The most immediate one will be a drop in electricity spot prices and reduced profits for electricity companies. Those with fossil-fuel plants (Contact and Genesis) will be worst affected, as they will no longer be able to rely on annual shortages to reap windfall profits. But it will also affect hydro generators as well. Which means that Mighty River Power will be far less profitable and the government will get a far worse price for it than it was banking on. Whoops. Selling it looks like an even worse idea now, and even if they proceed the lower prices should put paid to the rest of the asset sales programme.

This in turn is going to leave the government with a $5 to $7 billion hole in its books, money it has already budgeted and spent. So their magical surplus target goes out the window as well. Whoops again.
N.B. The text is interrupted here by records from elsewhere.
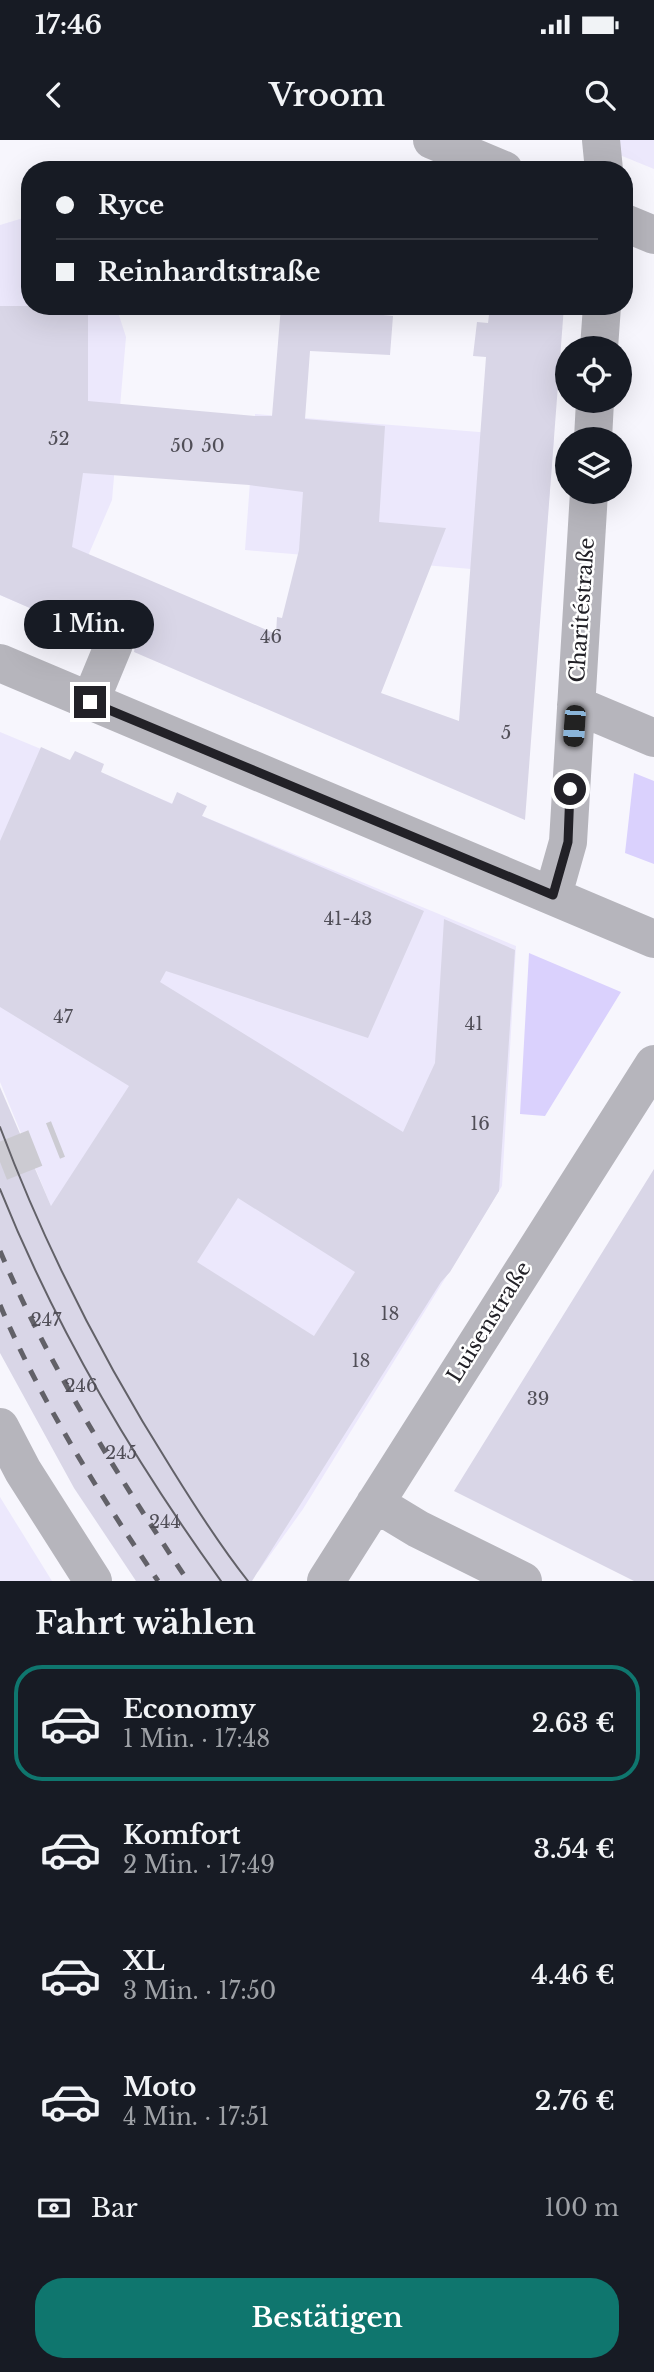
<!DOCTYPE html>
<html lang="de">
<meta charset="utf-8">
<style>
body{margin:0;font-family:"Libre Baskerville",serif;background:#242831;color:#f1f3f6;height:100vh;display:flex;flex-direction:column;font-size:26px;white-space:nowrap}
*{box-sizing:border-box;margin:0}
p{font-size:23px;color:#9ea1a6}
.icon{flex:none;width:38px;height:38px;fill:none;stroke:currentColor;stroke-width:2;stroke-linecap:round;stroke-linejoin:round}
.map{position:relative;height:1441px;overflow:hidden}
.details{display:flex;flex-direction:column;background:#171b24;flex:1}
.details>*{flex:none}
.top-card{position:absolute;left:21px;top:21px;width:612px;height:154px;border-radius:28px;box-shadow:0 7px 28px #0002;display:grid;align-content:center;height:154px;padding:0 35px;background:#171b24}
.tools{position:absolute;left:555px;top:196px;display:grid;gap:14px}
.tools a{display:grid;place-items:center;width:77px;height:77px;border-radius:50%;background:#171b24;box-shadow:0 7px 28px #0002;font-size:35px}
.end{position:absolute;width:32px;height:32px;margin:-16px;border:9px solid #222127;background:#fff;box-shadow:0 0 0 4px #fff}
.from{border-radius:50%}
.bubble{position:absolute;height:49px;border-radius:24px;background:#171b24;box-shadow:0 7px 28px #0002;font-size:23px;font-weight:600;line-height:49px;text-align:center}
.car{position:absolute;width:21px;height:42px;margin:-21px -10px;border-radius:9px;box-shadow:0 0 5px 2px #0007;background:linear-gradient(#222 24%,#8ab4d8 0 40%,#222 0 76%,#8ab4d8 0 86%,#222 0)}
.top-card b{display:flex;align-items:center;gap:24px;height:66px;font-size:26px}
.top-card b+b{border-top:2px solid #363941}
.top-card i{width:18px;height:18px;background:#f1f3f6}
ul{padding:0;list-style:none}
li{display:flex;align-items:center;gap:21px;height:116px;margin:0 14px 10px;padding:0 21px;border:4px solid transparent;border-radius:28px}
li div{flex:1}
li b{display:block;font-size:26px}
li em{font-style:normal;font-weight:600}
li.active{border-color:#0f766e}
li>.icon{width:63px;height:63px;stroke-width:1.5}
h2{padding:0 35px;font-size:32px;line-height:84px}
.pay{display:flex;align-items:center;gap:18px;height:77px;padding:0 35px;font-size:26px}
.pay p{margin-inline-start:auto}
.primary-button{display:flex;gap:14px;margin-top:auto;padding:14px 35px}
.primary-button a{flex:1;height:80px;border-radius:28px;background:#0f766e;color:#fff;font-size:28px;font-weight:600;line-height:80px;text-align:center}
.status{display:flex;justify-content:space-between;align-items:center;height:49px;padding:0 35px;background:#171b24;direction:ltr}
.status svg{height:19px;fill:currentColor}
header{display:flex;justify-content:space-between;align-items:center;height:91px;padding:0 35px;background:#171b24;font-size:32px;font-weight:600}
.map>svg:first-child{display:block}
.built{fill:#ece8fc}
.green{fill:#dad1fd}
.building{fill:#d9d6e7;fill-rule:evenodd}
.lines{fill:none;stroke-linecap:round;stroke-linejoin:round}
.minor-tunnel{stroke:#cccbd2;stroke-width:38;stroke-dasharray:38 19;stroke-linecap:butt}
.minor{stroke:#b6b5bc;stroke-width:38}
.tram{stroke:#626168;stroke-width:2}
.rail{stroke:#626168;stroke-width:5;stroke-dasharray:12 12;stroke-linecap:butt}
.route{stroke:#222127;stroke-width:9}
.labels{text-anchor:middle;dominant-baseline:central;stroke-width:5;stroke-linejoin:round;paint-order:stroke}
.number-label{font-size:18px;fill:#504e57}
.street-label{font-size:21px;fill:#222127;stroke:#fff}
</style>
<div class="status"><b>17:46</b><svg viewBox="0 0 49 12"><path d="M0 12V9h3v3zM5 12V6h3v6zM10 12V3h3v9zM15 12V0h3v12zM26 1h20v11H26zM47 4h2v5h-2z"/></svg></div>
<header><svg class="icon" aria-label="back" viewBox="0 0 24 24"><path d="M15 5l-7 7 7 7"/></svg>Vroom<svg class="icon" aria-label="search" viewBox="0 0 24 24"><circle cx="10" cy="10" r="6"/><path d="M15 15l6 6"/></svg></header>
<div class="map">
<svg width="654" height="1441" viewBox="0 0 654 1441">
<rect width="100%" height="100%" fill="#f7f6fd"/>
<path class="built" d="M582 0H654V29L605 9Z
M30 76V166H116L126 197 112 360 60 481 0 455V85Z
M255 274 554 298 543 435 245 410Z
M0 592 516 806 502 1046 303 1369 258 1432 249 1420 57 1081 0 942Z
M0 1357 8 1370 52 1441H0Z"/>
<path class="green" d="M634 633 654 641V724L625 713Z
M529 813 621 852 545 976 520 974Z"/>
<path class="building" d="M0 166H88V261L255 276H272L281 166H314L313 168 393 176 390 215 310 211 305 279 385 286 379 382 446 388 381 553 459 581 486 217 473 216 477 182 488 183 490 166H564L525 680 134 512 136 500 131 490 123 484 110 482 100 487 94 496 0 455ZM83 333 249 345 303 352 299 410 282 478 277 477 276 494 72 407Z
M41 607 70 620 75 611 104 624 101 632 172 664 177 652 207 666 202 676 424 771 368 898 166 831 160 842 403 992 435 923 444 779 515 810 499 1051 450 1132 441 1142 252 1441H136L74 1348 0 1213V947L51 1066 129 946 0 867V701ZM238 1058 355 1132 314 1196 197 1122Z
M654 1029V1441H634L454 1351Z"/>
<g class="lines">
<path class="minor-tunnel" d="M0 1022 58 999"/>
<path class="minor" d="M432 0 504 30
M601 0 604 30
M625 83 654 95
M599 208 602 166
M593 299 595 261
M0 523 654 799
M90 562 114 504
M576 565 654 598
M553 755 568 702 589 352
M0 1287 23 1331 93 1441
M375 1363 418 1389 523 1441
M326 1441 654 924"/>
<path class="tram" d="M0 987C45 1107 104 1222 173 1331 196 1368 220 1406 248 1441
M0 1049C56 1189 133 1319 221 1441"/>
<path class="rail" d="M0 1111C50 1228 117 1335 188 1441
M0 1165C41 1262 99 1353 158 1441"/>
</g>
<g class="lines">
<path class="route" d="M90 562 553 755 568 702 570 649"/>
</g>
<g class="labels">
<g class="number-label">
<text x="59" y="299">52</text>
<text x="182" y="306">50</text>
<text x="213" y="306">50</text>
<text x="271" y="497">46</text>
<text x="506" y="593">5</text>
<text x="348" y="779">41-43</text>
<text x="63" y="877">47</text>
<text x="474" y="884">41</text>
<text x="480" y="984">16</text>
<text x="390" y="1174">18</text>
<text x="46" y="1180">247</text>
<text x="361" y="1221">18</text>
<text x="81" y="1246">246</text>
<text x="538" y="1259">39</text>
<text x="121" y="1313">245</text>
<text x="165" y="1382">244</text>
</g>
<g class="street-label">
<text transform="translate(582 470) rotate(-86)">Charitéstraße</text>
<text transform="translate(489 1182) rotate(-58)">Luisenstraße</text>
</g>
</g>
</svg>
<div class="tools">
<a><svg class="icon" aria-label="locate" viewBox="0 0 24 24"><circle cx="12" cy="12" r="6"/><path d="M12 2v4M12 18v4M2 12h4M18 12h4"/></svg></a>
<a><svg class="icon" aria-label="layers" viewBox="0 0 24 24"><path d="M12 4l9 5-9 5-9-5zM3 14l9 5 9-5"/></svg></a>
</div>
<i class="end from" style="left:570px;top:649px"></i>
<i class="end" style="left:90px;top:562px"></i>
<div class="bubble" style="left:24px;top:460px;width:130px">1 Min.</div>
<i class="car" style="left:574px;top:586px;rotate:184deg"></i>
<div class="top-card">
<b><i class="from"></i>Ryce</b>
<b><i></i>Reinhardtstraße</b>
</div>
</div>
<section class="details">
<h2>Fahrt wählen</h2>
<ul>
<li class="active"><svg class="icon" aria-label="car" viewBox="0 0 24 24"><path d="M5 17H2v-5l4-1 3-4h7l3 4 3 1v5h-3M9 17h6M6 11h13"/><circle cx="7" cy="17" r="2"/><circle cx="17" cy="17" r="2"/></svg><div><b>Economy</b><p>1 Min. · 17:48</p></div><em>2.63 €</em></li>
<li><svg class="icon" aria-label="car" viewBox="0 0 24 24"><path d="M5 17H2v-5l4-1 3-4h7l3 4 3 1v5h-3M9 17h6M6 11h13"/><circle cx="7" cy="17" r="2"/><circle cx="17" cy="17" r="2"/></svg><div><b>Komfort</b><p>2 Min. · 17:49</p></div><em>3.54 €</em></li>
<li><svg class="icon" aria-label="car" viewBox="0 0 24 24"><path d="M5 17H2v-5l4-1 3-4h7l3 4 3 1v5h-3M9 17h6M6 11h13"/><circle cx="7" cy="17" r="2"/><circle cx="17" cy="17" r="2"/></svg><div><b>XL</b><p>3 Min. · 17:50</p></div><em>4.46 €</em></li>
<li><svg class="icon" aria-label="car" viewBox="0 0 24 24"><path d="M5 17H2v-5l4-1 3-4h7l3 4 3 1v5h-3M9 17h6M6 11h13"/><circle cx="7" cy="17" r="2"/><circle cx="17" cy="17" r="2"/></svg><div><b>Moto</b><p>4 Min. · 17:51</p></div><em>2.76 €</em></li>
</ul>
<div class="pay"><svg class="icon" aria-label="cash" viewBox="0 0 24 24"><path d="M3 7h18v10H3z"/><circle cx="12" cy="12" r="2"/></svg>Bar<p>100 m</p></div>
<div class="primary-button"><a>Bestätigen</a></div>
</section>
On the positive side, Tiwai Point emits over half a million tons a year of CO2 in direct emissions. Not only will this pollution be eliminated, but we will also no longer have to pay to subsidise it. In 2009 Carbon News estimated Tiwai Point's pollution subsidies at more than $200 million - or around $225,000 per job.

Even better: flooding the market with cheap hydro will displace polluting fossil fuel generation from the electricity system, forcing its mothballing or permanent retirement. Which means not just lower emissions, but also a decisive shift towards renewables. It also means that those peaker plants Contact and Todd Energy have built will be redundant pretty much from day one - with no shortages to cover, they won't be burning much.

The down-side: no-one will be building new wind-farms for a while. But that does give us time to get policy in place to direct new investment solely towards renewables.

Obviously the shutdown of Tiwai Point would be bad for Southland. But there's some silver lining to this cloud. And if it happens we are just going to have to make the best of it.